Ian Cheney’s “The City Dark,” a new feature-length documentary about light pollution and the disappearance of the night sky, attempts to answer the above questions. I haven’t yet seen the “The City Dark” in its entirety but based on clips and trailers, it looks to be a haunting, thought-provoking film. And for me, it’s a film that hits home, literally, as parts of “The City Dark” were filmed right above my very head, on the rooftop of my apartment building (Cheney is a former next door neighbor) in Red Hook, Brooklyn. It’s a place where I myself have often attempted to stargaze up while completely surrounded by the perpetual glow of New York City.
If Cheney’s name sounds somewhat familiar, it’s because I’ve featured two of his previous endeavors before: The Truck Farm film/food project and the LEED-demystifying green building documentary, “Greening of Southie.” In a 2009 interview, Cheney — he also appeared as one of MNN’s featured “40 Farmers Under 40” and co-created and co-starred in, along with longtime collaborator Curt Ellis, the Peabody Award-winning documentary, “King Corn” — explained to me the premise of his latest project: “The film asks a simple question — do we need darkness? — and sets out from the city that never sleeps to see our darkest (and brightest) places around the world. Along the journey, and from the film’s home base in New York, we learn how light pollution not only affects our connection to the broader universe, but also affects our ecosystems and human health as well.”
Two-and-a-half years later, it’s great to finally see “The City Dark” get its big New York theatrical premiere at the IFC Center (it takes place this evening, by the way). The film has done well on the festival circuit, picking up a Jury Prize for Best Score/Music at SXSW (The Fishermen Three and Ben Fries did the music) and the Grand Jury Prize at the Yale Environmental Film Festival. Critical response has been overwhelming positive with The New York Times heralding it as a Critics Pick (no small feat) and noting that the “entertaining and thought-provoking” film “makes you want to go find a starry sky to camp under quickly, before it’s all gone.”
And as Cheney alluded to in our 2009 Q&A, “The City Dark” isn’t just about the effects of light pollution in and around his homebase of New York City (he's actually a native of rural Maine) although much of the film is based there. He travels to a “Sky Village” in Arizona for some good, old-fashioned stargazing; to the Florida coast to observe, first hand, how Miami’s constant glow disorients, and ultimately kills, hatchling sea turtles; and to Chicago where thousands upon thousands birds perish or are injured after becoming disoriented by artificial light and collide into buildings.
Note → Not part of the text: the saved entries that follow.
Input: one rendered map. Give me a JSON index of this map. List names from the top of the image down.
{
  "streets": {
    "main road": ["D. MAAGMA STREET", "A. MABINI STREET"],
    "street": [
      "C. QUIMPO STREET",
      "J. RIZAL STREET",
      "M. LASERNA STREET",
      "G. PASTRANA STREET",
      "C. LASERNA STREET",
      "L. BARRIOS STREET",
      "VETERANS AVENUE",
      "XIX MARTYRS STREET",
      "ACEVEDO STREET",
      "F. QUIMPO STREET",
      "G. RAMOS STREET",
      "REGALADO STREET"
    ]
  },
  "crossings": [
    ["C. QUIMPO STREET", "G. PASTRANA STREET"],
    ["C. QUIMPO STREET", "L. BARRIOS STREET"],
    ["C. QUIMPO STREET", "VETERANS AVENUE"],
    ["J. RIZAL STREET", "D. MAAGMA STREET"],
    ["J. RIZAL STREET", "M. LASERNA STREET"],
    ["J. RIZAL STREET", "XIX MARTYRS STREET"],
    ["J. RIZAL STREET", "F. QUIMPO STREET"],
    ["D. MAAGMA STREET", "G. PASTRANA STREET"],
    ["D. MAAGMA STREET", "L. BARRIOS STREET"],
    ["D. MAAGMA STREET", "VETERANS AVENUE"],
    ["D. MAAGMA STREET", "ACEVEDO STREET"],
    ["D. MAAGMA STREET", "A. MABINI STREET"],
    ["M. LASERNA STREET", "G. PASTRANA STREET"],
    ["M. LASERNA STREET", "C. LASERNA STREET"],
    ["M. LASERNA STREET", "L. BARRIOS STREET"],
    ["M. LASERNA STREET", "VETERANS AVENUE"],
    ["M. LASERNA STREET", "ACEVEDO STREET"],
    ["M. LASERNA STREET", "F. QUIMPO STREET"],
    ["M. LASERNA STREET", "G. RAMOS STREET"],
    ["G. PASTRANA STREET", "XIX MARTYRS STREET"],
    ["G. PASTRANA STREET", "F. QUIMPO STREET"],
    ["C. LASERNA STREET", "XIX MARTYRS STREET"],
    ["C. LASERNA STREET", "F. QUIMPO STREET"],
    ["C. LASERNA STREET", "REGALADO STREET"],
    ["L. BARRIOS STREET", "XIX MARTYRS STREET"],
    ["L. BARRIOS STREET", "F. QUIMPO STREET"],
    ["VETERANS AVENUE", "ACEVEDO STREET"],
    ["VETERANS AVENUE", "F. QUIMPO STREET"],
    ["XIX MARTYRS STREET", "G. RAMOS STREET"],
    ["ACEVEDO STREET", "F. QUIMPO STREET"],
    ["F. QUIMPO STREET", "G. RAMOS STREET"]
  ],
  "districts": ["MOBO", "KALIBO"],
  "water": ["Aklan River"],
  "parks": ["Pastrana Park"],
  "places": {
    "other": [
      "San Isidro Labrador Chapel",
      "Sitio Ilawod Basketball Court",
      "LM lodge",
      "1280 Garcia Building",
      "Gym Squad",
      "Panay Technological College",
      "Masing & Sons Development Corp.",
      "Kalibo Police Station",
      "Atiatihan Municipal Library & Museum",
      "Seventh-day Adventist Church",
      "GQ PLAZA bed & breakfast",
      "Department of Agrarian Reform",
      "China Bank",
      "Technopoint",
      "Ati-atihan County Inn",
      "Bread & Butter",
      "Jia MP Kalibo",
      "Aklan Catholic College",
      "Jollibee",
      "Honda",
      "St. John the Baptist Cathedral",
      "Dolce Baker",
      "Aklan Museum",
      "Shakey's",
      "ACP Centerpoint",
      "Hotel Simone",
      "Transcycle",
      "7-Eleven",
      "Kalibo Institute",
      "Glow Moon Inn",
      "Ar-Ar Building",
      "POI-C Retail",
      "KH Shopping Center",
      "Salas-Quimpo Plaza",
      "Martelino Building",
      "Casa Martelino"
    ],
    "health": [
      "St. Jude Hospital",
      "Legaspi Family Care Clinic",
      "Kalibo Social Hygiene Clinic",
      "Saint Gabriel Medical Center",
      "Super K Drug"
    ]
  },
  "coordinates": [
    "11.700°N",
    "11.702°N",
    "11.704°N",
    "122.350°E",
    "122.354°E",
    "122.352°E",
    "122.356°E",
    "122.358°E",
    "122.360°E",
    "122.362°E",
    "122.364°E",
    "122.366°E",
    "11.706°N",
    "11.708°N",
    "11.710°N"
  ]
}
Along his journey, Cheney chats about light pollution with a wide-range of characters (many with titles that include “astro,” “cosmo,” or “ist”) including astrophysicist Neil deGrasse Tyson, astronaut Don Pettit, and astrophotographer Jack Newton (Cheney himself, in addition to being a Heinz Award-winning filmmaker and activist, is an accomplished astrophotographer).
Head on over to the “The City Dark” homepage to read more about the film and the creative team behind it. And if you’re in the New York area, click here for a schedule of upcoming screenings at the IFC Center. The film runs through Jan. 24 and it would be a shame to miss it on the big screen before it goes, well, dark. I'm going to try and catch it myself but in the meantime, I'll be dreaming of that dazzling night sky in the Adirondacks.